▽
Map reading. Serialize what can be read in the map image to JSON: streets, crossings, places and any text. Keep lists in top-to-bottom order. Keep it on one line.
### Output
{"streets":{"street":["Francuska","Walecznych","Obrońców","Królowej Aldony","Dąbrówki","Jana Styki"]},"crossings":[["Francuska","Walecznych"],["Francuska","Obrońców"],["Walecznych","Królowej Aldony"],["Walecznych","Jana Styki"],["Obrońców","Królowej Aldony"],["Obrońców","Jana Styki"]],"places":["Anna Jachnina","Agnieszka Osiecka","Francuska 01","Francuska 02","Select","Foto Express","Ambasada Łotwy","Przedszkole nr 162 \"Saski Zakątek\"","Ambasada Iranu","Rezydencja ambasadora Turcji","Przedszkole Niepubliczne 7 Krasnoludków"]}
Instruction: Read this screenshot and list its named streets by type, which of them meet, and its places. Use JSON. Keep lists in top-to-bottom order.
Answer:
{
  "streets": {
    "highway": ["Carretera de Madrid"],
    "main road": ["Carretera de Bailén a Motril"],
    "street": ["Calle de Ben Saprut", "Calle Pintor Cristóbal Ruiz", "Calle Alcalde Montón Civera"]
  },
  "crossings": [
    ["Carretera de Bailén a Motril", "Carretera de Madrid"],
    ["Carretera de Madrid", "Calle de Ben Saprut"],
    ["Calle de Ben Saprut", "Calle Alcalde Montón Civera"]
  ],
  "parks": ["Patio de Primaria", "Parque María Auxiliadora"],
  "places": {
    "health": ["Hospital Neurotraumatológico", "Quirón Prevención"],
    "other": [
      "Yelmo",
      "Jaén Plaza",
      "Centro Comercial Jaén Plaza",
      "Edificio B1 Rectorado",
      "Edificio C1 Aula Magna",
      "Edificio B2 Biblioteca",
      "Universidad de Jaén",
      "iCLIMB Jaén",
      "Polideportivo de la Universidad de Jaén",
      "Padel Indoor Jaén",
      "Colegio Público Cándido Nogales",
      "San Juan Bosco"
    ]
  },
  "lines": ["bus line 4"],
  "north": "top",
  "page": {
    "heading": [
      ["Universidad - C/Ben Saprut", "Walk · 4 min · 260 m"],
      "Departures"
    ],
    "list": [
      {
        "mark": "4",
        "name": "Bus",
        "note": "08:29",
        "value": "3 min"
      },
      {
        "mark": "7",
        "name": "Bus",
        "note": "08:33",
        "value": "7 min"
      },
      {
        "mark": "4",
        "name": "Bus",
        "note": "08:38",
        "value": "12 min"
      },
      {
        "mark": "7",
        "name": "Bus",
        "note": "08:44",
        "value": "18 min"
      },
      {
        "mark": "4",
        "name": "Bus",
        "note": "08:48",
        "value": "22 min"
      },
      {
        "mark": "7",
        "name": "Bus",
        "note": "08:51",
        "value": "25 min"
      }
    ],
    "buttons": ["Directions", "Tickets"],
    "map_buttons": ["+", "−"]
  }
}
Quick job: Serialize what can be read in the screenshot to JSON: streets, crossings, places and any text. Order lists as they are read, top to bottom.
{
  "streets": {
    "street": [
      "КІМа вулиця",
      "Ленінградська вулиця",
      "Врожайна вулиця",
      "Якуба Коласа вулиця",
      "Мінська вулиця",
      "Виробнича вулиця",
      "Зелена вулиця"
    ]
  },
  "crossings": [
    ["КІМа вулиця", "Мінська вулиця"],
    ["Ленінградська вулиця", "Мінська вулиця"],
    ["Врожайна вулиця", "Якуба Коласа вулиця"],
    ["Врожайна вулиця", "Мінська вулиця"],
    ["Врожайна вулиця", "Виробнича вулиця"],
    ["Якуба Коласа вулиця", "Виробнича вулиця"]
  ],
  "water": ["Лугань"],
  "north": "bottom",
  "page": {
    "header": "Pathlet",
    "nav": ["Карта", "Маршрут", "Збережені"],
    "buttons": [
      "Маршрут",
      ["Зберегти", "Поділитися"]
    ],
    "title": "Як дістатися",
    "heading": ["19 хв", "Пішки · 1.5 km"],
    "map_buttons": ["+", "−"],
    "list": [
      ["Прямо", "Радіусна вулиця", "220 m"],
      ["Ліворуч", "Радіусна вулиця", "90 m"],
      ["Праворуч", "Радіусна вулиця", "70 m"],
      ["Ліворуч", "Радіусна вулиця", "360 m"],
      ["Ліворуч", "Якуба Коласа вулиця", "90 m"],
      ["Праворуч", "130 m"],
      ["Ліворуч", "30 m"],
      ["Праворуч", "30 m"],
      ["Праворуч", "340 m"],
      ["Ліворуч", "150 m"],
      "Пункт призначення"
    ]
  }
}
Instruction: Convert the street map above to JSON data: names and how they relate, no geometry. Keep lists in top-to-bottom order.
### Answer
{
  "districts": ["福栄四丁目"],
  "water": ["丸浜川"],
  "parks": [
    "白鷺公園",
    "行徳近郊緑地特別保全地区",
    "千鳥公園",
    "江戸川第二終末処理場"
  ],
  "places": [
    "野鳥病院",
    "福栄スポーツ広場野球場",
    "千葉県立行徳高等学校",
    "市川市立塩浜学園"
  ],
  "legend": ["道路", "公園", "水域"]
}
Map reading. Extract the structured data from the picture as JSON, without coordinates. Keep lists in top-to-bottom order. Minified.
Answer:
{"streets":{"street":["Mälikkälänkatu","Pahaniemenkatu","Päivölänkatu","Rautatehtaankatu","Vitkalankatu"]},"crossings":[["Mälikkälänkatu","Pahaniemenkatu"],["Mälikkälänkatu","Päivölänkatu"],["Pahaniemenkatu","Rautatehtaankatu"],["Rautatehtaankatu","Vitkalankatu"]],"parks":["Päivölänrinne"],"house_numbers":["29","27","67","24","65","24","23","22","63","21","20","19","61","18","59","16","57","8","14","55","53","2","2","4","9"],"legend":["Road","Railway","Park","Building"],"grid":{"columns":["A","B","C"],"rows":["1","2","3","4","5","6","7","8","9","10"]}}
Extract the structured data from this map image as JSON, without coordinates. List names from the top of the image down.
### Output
△
#### [Exercise prompt]
Which lines above include the word "without"? Show each one.

#### [Response below]
Map reading. Extract the structured data from the picture as JSON, without coordinates. Keep lists in top-to-bottom order. Minified.
Extract the structured data from this map image as JSON, without coordinates. List names from the top of the image down.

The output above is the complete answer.